*YOUR INSTRUCTIONS*. Tell me how many lines of the entries below include the string "linejoin", and give only the number.

╭─ SUPPLIED DATA

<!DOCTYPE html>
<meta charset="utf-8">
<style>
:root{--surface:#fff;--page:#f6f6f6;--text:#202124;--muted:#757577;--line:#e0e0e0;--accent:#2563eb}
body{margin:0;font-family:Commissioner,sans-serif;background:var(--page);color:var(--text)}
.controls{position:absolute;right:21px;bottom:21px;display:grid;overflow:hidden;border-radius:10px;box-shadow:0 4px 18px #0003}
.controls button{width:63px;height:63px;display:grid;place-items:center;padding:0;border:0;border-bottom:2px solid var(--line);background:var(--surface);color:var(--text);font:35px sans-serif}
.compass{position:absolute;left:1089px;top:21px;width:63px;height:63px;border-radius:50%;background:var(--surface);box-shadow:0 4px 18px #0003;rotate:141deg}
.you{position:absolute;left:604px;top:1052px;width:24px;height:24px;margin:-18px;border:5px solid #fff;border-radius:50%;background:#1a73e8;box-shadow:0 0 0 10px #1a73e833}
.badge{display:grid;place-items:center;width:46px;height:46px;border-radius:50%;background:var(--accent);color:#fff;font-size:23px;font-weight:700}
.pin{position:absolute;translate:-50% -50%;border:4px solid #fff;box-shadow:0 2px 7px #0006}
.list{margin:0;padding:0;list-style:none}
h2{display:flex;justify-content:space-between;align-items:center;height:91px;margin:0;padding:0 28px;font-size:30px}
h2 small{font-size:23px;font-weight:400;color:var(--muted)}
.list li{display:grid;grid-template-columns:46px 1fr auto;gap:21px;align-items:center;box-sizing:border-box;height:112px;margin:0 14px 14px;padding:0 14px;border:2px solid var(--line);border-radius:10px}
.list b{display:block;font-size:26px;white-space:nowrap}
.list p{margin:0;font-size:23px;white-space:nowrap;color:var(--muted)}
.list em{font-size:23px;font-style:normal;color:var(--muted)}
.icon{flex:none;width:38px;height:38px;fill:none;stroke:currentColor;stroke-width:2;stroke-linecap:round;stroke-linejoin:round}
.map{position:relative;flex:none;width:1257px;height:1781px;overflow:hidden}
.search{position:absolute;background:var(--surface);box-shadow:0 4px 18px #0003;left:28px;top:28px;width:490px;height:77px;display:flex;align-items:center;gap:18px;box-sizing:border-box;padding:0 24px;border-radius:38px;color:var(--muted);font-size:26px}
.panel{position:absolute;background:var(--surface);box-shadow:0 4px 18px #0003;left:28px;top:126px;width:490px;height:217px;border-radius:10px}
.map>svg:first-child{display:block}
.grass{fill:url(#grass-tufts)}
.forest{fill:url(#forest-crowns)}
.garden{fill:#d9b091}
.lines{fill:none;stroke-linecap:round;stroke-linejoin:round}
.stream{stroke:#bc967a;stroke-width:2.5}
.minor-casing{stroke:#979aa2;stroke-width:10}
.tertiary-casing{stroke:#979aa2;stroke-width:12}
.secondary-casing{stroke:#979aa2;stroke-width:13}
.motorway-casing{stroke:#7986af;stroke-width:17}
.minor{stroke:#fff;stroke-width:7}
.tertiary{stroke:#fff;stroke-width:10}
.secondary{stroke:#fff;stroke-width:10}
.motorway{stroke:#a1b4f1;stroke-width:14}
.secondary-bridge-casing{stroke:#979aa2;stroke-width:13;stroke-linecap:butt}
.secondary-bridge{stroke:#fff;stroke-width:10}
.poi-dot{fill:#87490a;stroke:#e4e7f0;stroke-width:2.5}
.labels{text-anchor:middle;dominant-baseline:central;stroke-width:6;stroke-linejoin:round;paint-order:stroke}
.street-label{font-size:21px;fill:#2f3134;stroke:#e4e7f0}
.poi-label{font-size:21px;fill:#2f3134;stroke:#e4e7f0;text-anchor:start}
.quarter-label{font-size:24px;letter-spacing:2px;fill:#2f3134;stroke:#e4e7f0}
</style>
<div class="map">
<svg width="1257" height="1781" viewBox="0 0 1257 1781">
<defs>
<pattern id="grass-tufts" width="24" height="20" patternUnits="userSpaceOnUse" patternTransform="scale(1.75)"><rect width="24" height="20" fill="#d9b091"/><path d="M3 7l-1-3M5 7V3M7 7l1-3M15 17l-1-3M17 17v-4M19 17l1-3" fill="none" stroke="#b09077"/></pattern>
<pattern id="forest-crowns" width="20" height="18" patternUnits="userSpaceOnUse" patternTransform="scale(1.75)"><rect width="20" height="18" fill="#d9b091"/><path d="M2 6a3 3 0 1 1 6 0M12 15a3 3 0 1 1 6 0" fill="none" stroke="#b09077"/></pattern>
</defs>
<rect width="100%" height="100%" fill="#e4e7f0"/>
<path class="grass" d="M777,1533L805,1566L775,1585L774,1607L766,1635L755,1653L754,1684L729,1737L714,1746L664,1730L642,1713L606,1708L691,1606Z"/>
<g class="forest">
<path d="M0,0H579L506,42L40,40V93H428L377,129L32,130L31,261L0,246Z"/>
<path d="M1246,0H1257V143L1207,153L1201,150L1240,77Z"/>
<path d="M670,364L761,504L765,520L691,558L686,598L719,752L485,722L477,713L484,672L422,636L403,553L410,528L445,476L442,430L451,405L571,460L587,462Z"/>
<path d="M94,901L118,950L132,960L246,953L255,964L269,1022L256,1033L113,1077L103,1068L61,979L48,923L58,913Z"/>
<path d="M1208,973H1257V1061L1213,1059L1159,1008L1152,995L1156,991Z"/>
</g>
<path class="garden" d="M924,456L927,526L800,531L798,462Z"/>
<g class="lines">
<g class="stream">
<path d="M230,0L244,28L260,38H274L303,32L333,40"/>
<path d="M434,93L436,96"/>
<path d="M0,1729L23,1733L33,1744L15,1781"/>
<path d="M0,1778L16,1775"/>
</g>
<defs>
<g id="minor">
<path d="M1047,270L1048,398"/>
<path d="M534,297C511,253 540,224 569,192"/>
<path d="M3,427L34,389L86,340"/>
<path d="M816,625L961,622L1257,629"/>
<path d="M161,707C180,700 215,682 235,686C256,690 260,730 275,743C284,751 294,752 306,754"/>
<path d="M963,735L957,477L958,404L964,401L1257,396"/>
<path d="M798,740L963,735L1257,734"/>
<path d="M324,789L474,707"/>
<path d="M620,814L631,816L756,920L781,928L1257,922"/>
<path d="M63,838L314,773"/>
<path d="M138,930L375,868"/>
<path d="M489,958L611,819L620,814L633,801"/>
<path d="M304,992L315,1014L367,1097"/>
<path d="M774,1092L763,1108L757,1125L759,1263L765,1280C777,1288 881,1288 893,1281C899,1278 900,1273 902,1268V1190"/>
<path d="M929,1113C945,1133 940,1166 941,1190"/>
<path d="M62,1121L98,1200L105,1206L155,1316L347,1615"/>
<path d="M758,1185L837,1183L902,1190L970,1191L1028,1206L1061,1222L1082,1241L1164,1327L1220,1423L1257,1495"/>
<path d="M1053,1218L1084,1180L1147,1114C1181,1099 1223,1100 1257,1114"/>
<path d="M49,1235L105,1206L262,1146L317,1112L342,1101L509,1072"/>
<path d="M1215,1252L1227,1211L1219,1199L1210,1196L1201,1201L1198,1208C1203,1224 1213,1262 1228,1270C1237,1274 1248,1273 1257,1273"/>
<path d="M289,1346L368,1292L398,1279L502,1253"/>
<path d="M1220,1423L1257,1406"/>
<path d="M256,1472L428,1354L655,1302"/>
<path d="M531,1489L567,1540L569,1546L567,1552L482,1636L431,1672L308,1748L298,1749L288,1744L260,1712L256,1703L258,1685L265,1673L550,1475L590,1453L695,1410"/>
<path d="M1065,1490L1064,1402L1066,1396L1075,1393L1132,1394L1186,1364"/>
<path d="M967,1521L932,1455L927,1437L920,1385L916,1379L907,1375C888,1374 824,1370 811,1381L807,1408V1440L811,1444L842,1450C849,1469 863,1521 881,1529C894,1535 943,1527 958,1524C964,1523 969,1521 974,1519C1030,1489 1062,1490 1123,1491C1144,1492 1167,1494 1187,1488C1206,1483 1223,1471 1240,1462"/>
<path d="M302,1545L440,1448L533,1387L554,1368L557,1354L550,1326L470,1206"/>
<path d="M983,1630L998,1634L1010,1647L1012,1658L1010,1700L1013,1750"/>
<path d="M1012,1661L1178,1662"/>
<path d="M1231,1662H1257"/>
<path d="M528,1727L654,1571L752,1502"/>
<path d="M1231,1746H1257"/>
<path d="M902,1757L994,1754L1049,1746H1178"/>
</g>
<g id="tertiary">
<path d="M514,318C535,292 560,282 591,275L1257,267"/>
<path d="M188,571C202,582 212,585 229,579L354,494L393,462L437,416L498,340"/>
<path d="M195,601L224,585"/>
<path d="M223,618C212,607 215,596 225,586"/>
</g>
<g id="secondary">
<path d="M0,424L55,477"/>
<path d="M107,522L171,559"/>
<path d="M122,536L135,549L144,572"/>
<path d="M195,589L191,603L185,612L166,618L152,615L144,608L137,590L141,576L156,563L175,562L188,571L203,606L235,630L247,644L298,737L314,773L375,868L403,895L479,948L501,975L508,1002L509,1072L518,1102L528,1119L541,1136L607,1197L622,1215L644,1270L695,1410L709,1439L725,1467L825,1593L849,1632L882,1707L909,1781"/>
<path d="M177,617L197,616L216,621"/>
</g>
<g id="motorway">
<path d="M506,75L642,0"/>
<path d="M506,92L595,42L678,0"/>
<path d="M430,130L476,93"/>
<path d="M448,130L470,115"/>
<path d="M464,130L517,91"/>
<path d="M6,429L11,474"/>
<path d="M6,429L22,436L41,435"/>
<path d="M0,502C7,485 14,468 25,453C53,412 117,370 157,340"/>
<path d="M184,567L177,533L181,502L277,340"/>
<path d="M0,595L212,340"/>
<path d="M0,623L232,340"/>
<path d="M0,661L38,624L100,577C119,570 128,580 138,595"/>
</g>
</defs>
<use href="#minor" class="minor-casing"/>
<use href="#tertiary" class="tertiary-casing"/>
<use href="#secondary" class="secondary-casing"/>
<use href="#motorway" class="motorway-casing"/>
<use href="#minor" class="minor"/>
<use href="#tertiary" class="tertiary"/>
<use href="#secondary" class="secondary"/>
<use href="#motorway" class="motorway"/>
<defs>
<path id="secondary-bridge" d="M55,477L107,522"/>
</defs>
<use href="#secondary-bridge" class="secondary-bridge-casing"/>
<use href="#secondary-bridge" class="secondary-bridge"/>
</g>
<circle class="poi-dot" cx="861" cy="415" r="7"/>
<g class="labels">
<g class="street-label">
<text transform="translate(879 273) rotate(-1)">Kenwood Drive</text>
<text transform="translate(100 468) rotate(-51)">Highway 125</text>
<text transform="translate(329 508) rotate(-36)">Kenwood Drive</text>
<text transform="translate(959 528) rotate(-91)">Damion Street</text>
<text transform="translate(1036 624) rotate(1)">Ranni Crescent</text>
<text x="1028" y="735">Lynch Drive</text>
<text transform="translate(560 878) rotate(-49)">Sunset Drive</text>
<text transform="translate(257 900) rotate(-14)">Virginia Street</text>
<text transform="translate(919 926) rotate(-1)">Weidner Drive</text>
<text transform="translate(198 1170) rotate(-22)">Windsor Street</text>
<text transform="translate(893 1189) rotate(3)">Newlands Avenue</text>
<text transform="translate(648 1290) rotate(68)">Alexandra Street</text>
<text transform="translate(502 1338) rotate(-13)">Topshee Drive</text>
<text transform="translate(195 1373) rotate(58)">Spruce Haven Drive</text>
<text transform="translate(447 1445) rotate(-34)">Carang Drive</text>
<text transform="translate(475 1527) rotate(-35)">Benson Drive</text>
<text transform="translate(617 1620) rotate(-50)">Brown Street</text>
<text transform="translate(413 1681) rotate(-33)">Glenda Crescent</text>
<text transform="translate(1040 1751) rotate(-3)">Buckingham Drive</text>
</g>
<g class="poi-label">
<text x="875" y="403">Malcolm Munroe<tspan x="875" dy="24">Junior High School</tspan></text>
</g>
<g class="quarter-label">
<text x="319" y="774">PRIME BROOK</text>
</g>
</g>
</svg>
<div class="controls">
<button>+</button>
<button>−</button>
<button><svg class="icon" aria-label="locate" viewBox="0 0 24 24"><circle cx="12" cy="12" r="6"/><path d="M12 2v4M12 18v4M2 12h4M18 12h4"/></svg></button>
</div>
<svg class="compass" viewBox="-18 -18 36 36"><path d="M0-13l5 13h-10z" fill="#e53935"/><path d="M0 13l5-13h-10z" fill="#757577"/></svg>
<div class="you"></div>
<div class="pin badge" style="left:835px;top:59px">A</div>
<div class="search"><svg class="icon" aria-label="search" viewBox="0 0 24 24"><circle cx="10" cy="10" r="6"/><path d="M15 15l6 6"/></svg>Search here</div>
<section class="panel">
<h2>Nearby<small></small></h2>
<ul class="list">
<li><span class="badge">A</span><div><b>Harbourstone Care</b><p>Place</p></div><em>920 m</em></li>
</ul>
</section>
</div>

╰─

*RESULT FOR THIS TASK*. 3